Step 1: Add the basil, oil, and remaining ingredients to a bowl and stir with a fork to combine. The chimichurri is best served immediately, while the herbs are still fresh, but it can be stored, covered, in the refrigerator for up to 1 day.
Step 2: Place chicken pieces on a cookie sheet. Sprinkle the chicken with the salt and pepper on both sides, let it rest for about an hour (can place in fridge while it rests).
Step 3: Heat the olive oil in a large cast-iron skillet or Dutch oven type of skillet over medium-high heat. Place the chicken pieces skin-side down in the skillet and brown on both sides (may need to do this in batches (do not crowd the chicken, as it will steam instead of brown). Fill in the skillet with the potatoes. You want the pan really full so that the surface area is completely covered with chicken and potatoes. Cover with a lid and cook until the chicken has released its juices and everything is golden, about 20ish minutes or so (cooking the chicken skin side down longer than the opposite side is important to prevent the skin from being limp).

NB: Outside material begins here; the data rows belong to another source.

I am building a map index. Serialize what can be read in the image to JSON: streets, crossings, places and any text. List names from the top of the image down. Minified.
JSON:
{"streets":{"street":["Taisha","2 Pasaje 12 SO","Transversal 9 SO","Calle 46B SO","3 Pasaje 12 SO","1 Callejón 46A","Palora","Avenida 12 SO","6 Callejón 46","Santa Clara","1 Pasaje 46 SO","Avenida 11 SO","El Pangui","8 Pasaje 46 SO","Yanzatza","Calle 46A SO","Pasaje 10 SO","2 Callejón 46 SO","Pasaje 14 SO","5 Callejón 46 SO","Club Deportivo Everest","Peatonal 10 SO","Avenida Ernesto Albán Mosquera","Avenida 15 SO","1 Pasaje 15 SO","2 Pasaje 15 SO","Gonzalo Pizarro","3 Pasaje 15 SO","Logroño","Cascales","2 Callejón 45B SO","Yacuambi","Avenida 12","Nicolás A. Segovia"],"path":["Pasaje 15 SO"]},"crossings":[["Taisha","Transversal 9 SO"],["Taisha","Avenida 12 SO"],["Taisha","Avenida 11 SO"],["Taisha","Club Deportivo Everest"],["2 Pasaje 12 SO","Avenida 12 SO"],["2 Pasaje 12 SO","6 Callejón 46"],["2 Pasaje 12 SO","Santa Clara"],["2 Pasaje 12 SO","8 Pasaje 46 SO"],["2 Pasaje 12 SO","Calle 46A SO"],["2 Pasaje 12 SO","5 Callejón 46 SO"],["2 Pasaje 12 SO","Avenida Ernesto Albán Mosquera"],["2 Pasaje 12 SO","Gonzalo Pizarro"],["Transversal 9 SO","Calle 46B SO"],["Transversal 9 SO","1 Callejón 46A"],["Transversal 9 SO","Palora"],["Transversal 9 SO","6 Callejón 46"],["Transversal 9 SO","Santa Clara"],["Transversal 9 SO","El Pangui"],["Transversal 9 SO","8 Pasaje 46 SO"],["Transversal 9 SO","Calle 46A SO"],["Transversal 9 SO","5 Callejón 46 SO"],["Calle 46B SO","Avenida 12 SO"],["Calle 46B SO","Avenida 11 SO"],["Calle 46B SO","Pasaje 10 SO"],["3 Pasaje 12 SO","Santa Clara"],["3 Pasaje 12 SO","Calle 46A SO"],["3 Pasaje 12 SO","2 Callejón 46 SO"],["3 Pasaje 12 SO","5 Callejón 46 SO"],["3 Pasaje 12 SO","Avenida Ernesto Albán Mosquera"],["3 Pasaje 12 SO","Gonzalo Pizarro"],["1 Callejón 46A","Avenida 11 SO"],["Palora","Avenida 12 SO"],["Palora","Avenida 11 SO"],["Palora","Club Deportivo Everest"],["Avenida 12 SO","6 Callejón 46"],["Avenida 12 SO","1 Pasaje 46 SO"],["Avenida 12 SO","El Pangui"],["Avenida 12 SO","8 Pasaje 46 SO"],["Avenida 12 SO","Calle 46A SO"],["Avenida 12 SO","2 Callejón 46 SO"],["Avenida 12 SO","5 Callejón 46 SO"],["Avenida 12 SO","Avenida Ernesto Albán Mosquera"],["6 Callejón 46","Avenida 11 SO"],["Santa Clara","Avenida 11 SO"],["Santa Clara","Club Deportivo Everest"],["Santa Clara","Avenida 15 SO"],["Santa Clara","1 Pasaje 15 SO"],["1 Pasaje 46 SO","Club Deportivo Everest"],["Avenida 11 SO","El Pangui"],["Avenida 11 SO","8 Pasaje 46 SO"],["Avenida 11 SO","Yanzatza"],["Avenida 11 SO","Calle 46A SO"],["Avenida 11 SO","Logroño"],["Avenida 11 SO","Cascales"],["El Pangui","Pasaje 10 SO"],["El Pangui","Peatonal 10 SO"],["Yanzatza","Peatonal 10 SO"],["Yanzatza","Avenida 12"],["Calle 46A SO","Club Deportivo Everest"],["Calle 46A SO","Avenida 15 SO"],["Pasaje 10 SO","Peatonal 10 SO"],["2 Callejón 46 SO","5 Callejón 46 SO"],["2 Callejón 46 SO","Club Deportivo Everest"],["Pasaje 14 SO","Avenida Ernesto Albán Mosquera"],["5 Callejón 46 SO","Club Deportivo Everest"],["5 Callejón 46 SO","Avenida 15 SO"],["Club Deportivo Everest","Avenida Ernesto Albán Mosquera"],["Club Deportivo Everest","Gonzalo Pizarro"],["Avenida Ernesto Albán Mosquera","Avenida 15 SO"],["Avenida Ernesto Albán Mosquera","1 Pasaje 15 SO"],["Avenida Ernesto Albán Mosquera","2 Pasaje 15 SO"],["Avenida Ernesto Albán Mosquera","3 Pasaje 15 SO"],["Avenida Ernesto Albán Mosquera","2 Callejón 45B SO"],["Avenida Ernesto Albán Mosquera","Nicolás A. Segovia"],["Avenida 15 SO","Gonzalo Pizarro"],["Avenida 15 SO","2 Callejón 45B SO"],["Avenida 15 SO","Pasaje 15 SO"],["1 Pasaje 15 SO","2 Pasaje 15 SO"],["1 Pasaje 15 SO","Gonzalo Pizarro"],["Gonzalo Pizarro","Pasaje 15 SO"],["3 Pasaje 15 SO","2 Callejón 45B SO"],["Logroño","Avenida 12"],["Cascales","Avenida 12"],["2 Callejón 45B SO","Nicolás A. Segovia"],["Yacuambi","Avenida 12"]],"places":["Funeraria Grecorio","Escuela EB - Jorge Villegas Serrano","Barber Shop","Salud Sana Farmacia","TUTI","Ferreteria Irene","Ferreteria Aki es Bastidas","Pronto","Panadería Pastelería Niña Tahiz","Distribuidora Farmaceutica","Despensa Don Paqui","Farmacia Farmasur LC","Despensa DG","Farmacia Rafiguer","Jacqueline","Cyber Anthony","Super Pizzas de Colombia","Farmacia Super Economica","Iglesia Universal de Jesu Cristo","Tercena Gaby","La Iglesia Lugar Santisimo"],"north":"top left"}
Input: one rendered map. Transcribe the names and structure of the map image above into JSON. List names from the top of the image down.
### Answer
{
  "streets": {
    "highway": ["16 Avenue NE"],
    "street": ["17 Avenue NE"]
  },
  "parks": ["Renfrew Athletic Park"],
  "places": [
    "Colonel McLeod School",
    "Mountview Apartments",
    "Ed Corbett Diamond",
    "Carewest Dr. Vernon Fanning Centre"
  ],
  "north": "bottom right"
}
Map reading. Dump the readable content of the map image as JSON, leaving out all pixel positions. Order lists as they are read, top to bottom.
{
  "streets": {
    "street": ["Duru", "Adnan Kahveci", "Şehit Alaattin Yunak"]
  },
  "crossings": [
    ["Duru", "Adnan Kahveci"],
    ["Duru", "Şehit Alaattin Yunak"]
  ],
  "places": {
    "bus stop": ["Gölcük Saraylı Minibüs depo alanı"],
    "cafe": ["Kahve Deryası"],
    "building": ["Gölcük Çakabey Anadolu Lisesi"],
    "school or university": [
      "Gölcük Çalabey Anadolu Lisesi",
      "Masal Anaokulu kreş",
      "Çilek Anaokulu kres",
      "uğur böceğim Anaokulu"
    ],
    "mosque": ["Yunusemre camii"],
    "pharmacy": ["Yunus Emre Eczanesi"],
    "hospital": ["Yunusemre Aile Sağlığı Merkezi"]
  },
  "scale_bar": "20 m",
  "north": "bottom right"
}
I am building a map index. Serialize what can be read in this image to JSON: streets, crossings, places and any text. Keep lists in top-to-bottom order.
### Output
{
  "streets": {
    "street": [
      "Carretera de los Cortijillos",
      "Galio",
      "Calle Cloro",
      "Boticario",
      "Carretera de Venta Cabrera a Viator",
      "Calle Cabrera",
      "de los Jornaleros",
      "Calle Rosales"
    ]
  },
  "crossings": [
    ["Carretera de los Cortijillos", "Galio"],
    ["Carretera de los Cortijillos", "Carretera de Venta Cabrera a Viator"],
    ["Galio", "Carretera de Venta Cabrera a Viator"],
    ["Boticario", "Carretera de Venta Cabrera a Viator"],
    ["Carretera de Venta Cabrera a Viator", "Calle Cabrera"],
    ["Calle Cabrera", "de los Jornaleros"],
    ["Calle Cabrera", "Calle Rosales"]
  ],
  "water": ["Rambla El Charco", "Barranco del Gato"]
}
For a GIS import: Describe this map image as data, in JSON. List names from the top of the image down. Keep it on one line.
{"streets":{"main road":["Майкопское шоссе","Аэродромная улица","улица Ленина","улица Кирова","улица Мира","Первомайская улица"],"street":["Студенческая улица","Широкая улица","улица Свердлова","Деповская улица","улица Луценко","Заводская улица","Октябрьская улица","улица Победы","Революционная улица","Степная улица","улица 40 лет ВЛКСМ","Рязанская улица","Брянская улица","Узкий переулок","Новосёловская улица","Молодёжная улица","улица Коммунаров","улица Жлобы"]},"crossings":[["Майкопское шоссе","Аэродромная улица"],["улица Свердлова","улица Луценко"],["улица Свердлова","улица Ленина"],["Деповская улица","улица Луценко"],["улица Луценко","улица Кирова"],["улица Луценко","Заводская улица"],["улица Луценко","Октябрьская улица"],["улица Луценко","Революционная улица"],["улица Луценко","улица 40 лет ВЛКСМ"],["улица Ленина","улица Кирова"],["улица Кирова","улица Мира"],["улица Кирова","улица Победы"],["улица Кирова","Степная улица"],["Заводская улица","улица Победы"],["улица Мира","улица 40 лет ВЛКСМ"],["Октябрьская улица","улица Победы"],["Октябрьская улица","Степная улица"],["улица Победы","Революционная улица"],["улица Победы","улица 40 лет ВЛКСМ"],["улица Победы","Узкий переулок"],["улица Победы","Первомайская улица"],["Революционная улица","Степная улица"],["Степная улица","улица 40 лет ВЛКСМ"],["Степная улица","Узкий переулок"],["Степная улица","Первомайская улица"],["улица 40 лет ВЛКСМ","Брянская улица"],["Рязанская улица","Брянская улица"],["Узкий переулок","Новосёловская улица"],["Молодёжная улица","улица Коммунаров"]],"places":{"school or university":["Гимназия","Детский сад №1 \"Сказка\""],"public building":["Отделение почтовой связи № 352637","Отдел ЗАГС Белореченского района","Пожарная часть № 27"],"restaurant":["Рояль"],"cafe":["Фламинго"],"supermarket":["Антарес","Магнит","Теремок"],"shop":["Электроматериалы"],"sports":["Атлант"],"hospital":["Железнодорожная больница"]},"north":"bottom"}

Step 4: Flip the chicken, then cover again and cook until the thickest part of the chicken reaches 165 degrees F, another 8 to 10 minutes. Check if potatoes are done, if not, you can remove the chicken, cover skillet and cook until potatoes are done, then place chicken back in to reheat.
Step 5: Remove from the heat, then add dollops of chimichurri on top and serve immediately.